[Records from a collection]
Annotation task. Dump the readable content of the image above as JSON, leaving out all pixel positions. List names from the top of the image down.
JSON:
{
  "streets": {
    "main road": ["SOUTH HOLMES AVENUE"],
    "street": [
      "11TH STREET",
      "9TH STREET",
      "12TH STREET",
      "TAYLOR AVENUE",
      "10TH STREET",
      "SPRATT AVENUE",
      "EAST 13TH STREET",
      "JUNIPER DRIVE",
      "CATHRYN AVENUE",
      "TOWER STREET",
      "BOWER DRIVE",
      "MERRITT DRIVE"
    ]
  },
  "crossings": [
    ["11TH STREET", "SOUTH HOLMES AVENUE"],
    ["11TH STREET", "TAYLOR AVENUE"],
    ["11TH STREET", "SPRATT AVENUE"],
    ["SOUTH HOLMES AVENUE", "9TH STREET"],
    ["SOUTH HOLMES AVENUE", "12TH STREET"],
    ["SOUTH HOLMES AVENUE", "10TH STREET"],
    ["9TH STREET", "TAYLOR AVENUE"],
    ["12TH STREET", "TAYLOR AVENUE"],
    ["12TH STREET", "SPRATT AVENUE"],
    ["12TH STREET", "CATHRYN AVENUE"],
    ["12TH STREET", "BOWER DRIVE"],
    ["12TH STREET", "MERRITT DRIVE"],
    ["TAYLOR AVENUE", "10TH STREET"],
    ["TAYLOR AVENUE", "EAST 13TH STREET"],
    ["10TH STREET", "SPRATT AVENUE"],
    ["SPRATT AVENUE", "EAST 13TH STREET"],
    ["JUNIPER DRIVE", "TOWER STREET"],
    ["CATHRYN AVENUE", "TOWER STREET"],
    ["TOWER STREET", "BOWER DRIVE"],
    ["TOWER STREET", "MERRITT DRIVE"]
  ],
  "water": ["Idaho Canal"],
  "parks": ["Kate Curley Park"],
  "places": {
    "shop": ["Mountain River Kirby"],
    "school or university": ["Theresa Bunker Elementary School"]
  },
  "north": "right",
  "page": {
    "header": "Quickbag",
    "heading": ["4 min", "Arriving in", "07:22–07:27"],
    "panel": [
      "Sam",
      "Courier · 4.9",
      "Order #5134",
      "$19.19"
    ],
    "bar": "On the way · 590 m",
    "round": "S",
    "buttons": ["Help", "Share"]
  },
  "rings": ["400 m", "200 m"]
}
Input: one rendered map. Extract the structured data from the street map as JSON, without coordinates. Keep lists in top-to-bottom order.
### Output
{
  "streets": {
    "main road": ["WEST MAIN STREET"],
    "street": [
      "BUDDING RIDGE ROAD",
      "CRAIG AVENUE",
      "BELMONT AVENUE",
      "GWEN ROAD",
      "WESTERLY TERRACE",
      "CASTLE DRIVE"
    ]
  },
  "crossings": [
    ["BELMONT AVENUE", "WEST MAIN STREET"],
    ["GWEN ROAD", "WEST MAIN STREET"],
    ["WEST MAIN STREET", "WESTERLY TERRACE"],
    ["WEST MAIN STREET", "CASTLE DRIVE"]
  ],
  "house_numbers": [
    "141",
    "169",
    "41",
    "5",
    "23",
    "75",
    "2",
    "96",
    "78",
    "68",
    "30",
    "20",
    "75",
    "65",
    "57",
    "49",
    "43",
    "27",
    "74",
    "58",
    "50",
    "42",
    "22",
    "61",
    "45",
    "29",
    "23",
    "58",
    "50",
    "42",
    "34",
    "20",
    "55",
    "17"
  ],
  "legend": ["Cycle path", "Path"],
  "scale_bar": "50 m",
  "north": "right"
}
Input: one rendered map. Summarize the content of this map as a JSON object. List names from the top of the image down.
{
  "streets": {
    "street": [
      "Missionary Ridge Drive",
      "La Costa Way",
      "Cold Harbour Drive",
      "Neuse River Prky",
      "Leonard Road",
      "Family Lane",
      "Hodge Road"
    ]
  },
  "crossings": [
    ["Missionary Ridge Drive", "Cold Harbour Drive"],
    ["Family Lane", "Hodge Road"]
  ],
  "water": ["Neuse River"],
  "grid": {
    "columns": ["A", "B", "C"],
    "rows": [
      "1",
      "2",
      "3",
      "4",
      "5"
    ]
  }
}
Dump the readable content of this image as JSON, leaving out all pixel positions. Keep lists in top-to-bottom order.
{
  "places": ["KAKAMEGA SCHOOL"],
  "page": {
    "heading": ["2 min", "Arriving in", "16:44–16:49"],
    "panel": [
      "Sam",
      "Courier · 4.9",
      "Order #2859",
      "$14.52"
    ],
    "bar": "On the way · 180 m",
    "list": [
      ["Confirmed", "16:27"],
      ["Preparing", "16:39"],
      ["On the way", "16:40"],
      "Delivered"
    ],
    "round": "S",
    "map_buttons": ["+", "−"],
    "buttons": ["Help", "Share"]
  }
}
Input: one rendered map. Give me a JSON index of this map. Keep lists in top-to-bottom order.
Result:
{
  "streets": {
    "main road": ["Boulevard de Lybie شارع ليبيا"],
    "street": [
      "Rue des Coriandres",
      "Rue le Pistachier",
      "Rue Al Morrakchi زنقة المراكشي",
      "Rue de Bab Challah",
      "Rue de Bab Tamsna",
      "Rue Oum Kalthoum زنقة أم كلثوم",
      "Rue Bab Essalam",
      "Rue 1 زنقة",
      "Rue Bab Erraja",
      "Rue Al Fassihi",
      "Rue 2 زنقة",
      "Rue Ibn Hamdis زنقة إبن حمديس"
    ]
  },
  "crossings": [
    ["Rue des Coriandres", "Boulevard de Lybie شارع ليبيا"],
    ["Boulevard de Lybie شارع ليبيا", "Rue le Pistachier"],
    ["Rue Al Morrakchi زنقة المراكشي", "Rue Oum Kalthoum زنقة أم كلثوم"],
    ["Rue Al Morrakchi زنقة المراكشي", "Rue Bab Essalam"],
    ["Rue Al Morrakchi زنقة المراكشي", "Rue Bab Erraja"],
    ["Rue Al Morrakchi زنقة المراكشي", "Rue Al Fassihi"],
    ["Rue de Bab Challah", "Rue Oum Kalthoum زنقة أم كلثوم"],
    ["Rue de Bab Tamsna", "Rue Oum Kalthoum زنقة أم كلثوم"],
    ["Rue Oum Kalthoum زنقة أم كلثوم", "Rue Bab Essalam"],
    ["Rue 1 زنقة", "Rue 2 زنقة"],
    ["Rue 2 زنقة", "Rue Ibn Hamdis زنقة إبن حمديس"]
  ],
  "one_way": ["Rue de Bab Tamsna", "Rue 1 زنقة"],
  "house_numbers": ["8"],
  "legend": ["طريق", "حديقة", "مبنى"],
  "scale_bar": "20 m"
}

__Exercise directions__
Every record above needs to be restated exactly.

__Your solution__
Annotation task. Dump the readable content of the image above as JSON, leaving out all pixel positions. List names from the top of the image down.
JSON:
{
  "streets": {
    "main road": ["SOUTH HOLMES AVENUE"],
    "street": [
      "11TH STREET",
      "9TH STREET",
      "12TH STREET",
      "TAYLOR AVENUE",
      "10TH STREET",
      "SPRATT AVENUE",
      "EAST 13TH STREET",
      "JUNIPER DRIVE",
      "CATHRYN AVENUE",
      "TOWER STREET",
      "BOWER DRIVE",
      "MERRITT DRIVE"
    ]
  },
  "crossings": [
    ["11TH STREET", "SOUTH HOLMES AVENUE"],
    ["11TH STREET", "TAYLOR AVENUE"],
    ["11TH STREET", "SPRATT AVENUE"],
    ["SOUTH HOLMES AVENUE", "9TH STREET"],
    ["SOUTH HOLMES AVENUE", "12TH STREET"],
    ["SOUTH HOLMES AVENUE", "10TH STREET"],
    ["9TH STREET", "TAYLOR AVENUE"],
    ["12TH STREET", "TAYLOR AVENUE"],
    ["12TH STREET", "SPRATT AVENUE"],
    ["12TH STREET", "CATHRYN AVENUE"],
    ["12TH STREET", "BOWER DRIVE"],
    ["12TH STREET", "MERRITT DRIVE"],
    ["TAYLOR AVENUE", "10TH STREET"],
    ["TAYLOR AVENUE", "EAST 13TH STREET"],
    ["10TH STREET", "SPRATT AVENUE"],
    ["SPRATT AVENUE", "EAST 13TH STREET"],
    ["JUNIPER DRIVE", "TOWER STREET"],
    ["CATHRYN AVENUE", "TOWER STREET"],
    ["TOWER STREET", "BOWER DRIVE"],
    ["TOWER STREET", "MERRITT DRIVE"]
  ],
  "water": ["Idaho Canal"],
  "parks": ["Kate Curley Park"],
  "places": {
    "shop": ["Mountain River Kirby"],
    "school or university": ["Theresa Bunker Elementary School"]
  },
  "north": "right",
  "page": {
    "header": "Quickbag",
    "heading": ["4 min", "Arriving in", "07:22–07:27"],
    "panel": [
      "Sam",
      "Courier · 4.9",
      "Order #5134",
      "$19.19"
    ],
    "bar": "On the way · 590 m",
    "round": "S",
    "buttons": ["Help", "Share"]
  },
  "rings": ["400 m", "200 m"]
}
Input: one rendered map. Extract the structured data from the street map as JSON, without coordinates. Keep lists in top-to-bottom order.
### Output
{
  "streets": {
    "main road": ["WEST MAIN STREET"],
    "street": [
      "BUDDING RIDGE ROAD",
      "CRAIG AVENUE",
      "BELMONT AVENUE",
      "GWEN ROAD",
      "WESTERLY TERRACE",
      "CASTLE DRIVE"
    ]
  },
  "crossings": [
    ["BELMONT AVENUE", "WEST MAIN STREET"],
    ["GWEN ROAD", "WEST MAIN STREET"],
    ["WEST MAIN STREET", "WESTERLY TERRACE"],
    ["WEST MAIN STREET", "CASTLE DRIVE"]
  ],
  "house_numbers": [
    "141",
    "169",
    "41",
    "5",
    "23",
    "75",
    "2",
    "96",
    "78",
    "68",
    "30",
    "20",
    "75",
    "65",
    "57",
    "49",
    "43",
    "27",
    "74",
    "58",
    "50",
    "42",
    "22",
    "61",
    "45",
    "29",
    "23",
    "58",
    "50",
    "42",
    "34",
    "20",
    "55",
    "17"
  ],
  "legend": ["Cycle path", "Path"],
  "scale_bar": "50 m",
  "north": "right"
}
Input: one rendered map. Summarize the content of this map as a JSON object. List names from the top of the image down.
{
  "streets": {
    "street": [
      "Missionary Ridge Drive",
      "La Costa Way",
      "Cold Harbour Drive",
      "Neuse River Prky",
      "Leonard Road",
      "Family Lane",
      "Hodge Road"
    ]
  },
  "crossings": [
    ["Missionary Ridge Drive", "Cold Harbour Drive"],
    ["Family Lane", "Hodge Road"]
  ],
  "water": ["Neuse River"],
  "grid": {
    "columns": ["A", "B", "C"],
    "rows": [
      "1",
      "2",
      "3",
      "4",
      "5"
    ]
  }
}
Dump the readable content of this image as JSON, leaving out all pixel positions. Keep lists in top-to-bottom order.
{
  "places": ["KAKAMEGA SCHOOL"],
  "page": {
    "heading": ["2 min", "Arriving in", "16:44–16:49"],
    "panel": [
      "Sam",
      "Courier · 4.9",
      "Order #2859",
      "$14.52"
    ],
    "bar": "On the way · 180 m",
    "list": [
      ["Confirmed", "16:27"],
      ["Preparing", "16:39"],
      ["On the way", "16:40"],
      "Delivered"
    ],
    "round": "S",
    "map_buttons": ["+", "−"],
    "buttons": ["Help", "Share"]
  }
}
Input: one rendered map. Give me a JSON index of this map. Keep lists in top-to-bottom order.
Result:
{
  "streets": {
    "main road": ["Boulevard de Lybie شارع ليبيا"],
    "street": [
      "Rue des Coriandres",
      "Rue le Pistachier",
      "Rue Al Morrakchi زنقة المراكشي",
      "Rue de Bab Challah",
      "Rue de Bab Tamsna",
      "Rue Oum Kalthoum زنقة أم كلثوم",
      "Rue Bab Essalam",
      "Rue 1 زنقة",
      "Rue Bab Erraja",
      "Rue Al Fassihi",
      "Rue 2 زنقة",
      "Rue Ibn Hamdis زنقة إبن حمديس"
    ]
  },
  "crossings": [
    ["Rue des Coriandres", "Boulevard de Lybie شارع ليبيا"],
    ["Boulevard de Lybie شارع ليبيا", "Rue le Pistachier"],
    ["Rue Al Morrakchi زنقة المراكشي", "Rue Oum Kalthoum زنقة أم كلثوم"],
    ["Rue Al Morrakchi زنقة المراكشي", "Rue Bab Essalam"],
    ["Rue Al Morrakchi زنقة المراكشي", "Rue Bab Erraja"],
    ["Rue Al Morrakchi زنقة المراكشي", "Rue Al Fassihi"],
    ["Rue de Bab Challah", "Rue Oum Kalthoum زنقة أم كلثوم"],
    ["Rue de Bab Tamsna", "Rue Oum Kalthoum زنقة أم كلثوم"],
    ["Rue Oum Kalthoum زنقة أم كلثوم", "Rue Bab Essalam"],
    ["Rue 1 زنقة", "Rue 2 زنقة"],
    ["Rue 2 زنقة", "Rue Ibn Hamdis زنقة إبن حمديس"]
  ],
  "one_way": ["Rue de Bab Tamsna", "Rue 1 زنقة"],
  "house_numbers": ["8"],
  "legend": ["طريق", "حديقة", "مبنى"],
  "scale_bar": "20 m"
}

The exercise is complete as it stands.